Пшежецкий разговаривал по телефону с моей матерью…
Его трудно было понять – он доказывал, что не знал какая я Рябова. Коля, наш Платэ-младший тут же обратился к начальству с просьбой немедленно отправить меня из «Обуха», о котором он имел представление, в Военно-Медицинскую Академию.
Однако академик Каргин, заведующий кафедрой высокомолекулярных соединений и, ПОД ЕЕ МНОГОЛЕТНИМ ПРИКРЫТИЕМ, исследованием «БОЕВЫХ ОТРАВЛЯЮЩИХ ВЕЩЕСТВ», ответил ему отказом, сославшись на строгий запрет вышестоящих инстанций. Кто мог запретить академику Каргину? Военный министр? Многомиллионный договор с военными, где несомненно был и пункт о «продаже» студентов для испытаний любых отравляющих веществ? Страх подлинного расследования его многолетних «научных действий»? Скорее всего…
Всезнающий Коля, по его словам, потому и был вынужден не говорить моим родителям, что хлорэтилмеркаптан страшно опасен для жизни.
Профессор Альфред Феликсович Платэ, импульсивный и несговорчивый-Платэ-старший, был отправлен в командировку в тот же день, в течение двух часов. Он уехал, не попрощавшись даже с любимой сестрой, моей мамой, не ведая, что произошло.
Куда больше мамы, больше всех нервничает мой муж.
– Боюсь, что шрамы останутся, – Он достает сигареты и уходит в коридор.
Зеркало в палате закрыто огромным календарем, привезенным из какой-то экзотической страны. Моими руками его не сдвинуть. – Я ничего не могу сделать. Поэтому мама всегда рядом, теперь она даже спит на соседней койке. Календарь она обещала снять только в следующем, возможно, более мирном шестьдесят девятом году.
– Муж у вас просто красавец! – ахают сестры. – Такой внимательный, посмотрите: вся палата в цветах. Сестра делает укол и уходит. Покурив, Сергей возвращается.

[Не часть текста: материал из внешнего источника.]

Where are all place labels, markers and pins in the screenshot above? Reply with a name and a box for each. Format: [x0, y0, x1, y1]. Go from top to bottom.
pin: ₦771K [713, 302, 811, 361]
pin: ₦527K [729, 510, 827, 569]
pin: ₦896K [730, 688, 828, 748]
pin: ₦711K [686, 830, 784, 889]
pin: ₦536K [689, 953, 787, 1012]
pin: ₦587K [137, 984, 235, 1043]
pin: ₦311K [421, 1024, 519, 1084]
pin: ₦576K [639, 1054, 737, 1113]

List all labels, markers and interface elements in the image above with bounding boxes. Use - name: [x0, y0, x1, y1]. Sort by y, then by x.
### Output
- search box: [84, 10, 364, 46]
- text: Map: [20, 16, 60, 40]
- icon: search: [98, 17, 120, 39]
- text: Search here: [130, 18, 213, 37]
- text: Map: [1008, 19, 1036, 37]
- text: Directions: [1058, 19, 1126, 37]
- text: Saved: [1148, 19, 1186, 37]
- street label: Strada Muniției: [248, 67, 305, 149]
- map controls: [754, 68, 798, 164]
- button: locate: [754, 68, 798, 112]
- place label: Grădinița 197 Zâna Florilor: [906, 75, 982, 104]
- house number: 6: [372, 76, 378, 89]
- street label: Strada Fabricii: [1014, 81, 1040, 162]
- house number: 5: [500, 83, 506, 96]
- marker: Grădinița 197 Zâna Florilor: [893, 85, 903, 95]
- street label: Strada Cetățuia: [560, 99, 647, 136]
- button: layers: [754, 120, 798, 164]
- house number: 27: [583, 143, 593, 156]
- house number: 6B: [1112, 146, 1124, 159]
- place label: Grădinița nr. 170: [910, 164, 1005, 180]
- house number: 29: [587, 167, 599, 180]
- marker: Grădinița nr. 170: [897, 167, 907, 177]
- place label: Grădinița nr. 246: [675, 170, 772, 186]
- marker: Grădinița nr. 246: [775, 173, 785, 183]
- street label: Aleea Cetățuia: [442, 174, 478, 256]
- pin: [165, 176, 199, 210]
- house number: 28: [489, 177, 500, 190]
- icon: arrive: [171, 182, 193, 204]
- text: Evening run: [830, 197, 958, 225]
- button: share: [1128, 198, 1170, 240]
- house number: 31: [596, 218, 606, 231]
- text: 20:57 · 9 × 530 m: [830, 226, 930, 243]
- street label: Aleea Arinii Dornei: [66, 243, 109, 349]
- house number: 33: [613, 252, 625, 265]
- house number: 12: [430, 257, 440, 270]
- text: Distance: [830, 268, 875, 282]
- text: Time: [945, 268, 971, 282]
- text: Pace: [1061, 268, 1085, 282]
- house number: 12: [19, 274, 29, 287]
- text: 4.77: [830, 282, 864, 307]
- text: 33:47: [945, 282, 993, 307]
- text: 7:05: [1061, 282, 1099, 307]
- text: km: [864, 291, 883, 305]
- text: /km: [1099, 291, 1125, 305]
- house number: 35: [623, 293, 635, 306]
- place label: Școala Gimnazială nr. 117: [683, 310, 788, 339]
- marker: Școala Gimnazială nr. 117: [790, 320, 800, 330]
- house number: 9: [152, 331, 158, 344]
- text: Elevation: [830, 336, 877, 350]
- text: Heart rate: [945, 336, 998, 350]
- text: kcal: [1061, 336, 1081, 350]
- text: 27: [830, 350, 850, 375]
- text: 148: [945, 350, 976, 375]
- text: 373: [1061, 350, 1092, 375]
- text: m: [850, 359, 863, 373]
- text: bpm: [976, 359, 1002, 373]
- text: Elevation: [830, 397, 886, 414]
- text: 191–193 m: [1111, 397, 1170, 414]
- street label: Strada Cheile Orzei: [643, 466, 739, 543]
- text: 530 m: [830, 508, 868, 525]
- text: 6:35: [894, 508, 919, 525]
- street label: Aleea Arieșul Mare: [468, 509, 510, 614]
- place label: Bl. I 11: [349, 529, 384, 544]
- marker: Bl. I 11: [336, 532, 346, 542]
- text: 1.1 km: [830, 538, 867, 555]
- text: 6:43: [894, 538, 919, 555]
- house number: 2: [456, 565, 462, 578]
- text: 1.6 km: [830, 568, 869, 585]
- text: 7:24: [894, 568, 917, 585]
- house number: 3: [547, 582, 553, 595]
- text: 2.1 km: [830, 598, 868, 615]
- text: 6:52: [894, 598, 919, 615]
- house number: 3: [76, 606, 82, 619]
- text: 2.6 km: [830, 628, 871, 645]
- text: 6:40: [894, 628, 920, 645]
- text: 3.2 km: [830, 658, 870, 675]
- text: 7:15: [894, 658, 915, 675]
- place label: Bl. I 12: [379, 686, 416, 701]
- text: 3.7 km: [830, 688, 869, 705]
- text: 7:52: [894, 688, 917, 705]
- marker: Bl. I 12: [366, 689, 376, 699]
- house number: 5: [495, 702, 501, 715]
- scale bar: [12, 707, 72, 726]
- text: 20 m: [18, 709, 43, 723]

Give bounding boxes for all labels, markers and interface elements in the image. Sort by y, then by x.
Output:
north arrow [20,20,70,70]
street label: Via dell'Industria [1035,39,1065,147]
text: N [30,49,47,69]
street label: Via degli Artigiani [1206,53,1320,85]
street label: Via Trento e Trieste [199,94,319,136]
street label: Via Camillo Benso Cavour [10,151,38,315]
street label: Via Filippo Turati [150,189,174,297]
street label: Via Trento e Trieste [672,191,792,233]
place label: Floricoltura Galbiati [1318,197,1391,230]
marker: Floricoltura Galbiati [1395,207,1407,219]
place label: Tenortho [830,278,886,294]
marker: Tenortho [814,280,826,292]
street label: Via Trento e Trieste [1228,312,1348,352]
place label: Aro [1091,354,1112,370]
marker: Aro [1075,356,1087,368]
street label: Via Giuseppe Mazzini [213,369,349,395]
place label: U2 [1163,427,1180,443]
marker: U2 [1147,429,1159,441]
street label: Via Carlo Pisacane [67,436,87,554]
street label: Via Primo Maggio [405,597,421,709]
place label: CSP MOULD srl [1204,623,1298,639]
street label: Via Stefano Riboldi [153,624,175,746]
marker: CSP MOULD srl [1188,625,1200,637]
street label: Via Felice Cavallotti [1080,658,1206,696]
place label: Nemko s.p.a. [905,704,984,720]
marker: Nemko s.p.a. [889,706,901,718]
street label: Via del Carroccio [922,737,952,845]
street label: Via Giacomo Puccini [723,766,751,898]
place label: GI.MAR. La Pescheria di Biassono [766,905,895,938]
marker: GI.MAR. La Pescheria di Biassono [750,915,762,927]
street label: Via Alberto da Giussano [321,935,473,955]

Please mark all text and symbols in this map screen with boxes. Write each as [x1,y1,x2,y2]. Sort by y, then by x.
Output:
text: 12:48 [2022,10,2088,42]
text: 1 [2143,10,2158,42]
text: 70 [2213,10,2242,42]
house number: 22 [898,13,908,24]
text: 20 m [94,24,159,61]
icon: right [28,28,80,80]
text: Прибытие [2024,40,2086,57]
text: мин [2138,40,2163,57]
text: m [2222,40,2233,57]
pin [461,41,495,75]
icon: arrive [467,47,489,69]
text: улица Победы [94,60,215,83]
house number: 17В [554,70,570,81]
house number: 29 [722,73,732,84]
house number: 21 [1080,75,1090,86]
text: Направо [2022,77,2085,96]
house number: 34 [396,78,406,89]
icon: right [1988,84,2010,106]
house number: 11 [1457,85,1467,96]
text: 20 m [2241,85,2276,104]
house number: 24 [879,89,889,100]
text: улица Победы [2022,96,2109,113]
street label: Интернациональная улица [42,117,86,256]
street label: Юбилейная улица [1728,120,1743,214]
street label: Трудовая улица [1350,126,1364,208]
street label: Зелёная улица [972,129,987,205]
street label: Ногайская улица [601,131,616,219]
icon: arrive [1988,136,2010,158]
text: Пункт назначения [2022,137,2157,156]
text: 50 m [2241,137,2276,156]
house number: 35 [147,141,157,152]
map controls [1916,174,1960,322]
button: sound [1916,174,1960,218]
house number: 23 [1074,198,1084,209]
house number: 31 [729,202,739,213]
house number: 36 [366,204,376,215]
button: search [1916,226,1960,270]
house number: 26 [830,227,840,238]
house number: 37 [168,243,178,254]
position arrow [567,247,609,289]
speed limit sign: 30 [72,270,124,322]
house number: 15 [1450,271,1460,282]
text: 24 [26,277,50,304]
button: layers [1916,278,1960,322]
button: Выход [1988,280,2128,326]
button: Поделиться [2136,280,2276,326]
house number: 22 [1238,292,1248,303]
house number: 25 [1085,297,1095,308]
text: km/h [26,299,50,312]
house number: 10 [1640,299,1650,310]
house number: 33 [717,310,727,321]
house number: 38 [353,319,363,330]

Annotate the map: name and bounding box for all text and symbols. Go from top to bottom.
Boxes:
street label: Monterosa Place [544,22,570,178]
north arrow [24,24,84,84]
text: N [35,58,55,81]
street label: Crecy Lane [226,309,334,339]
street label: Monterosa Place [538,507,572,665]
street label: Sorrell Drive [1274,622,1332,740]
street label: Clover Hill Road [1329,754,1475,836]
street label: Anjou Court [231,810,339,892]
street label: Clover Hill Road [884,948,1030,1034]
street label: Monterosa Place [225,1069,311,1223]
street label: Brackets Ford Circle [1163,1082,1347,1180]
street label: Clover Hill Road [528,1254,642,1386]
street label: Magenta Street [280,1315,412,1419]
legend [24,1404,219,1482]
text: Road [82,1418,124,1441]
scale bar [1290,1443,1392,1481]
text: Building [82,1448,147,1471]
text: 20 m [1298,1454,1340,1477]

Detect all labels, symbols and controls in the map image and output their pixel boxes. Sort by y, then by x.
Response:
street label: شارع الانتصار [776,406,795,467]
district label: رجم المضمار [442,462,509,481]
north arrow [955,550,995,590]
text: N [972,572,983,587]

– Скоты! Загубить такое лицо! Хорошо еще, что я запомнил это чудовищное слово: хлорэтилмеркаптан, иначе…
Ложка в руках у мамы начинает подпрыгивать.
– Коля? – Обычно я не задаю ей вопросов: у меня мало сил. Кроме того, мне и так ясно: Коля знал, куда меня отправляют и что такое хлорэтилмеркаптан, почему он не бился головой о стенку?
– Ты забыла, что твой Коля спит и видит себя членкором Академии Наук Эс-Эс-Эр. Ради этого он душу дьяволу продаст, а не то что двоюродную сестру, с которой с младых ногтей… эх, да что там…
– Я звонил ему каждые полчаса, чтобы узнать насколько опасен этот хлор… как его?.. – раздраженно повторял Сергей. – В больницу к тебе не пускали, охраняется, как Кремлевский Дворец. И я места себе не находил… Но твой братец, как сквозь землю провалился… Когда я объяснил его секретарше,что мы родственники, и он мне позарез нужен, кто-то ответил за нее: ушел к начальству… В восемь часов вечера его аспирантка испуганно сказала: «Еще не вернулся от начальства.» Его домашние объясняли, что он задерживается на работе и будет поздно.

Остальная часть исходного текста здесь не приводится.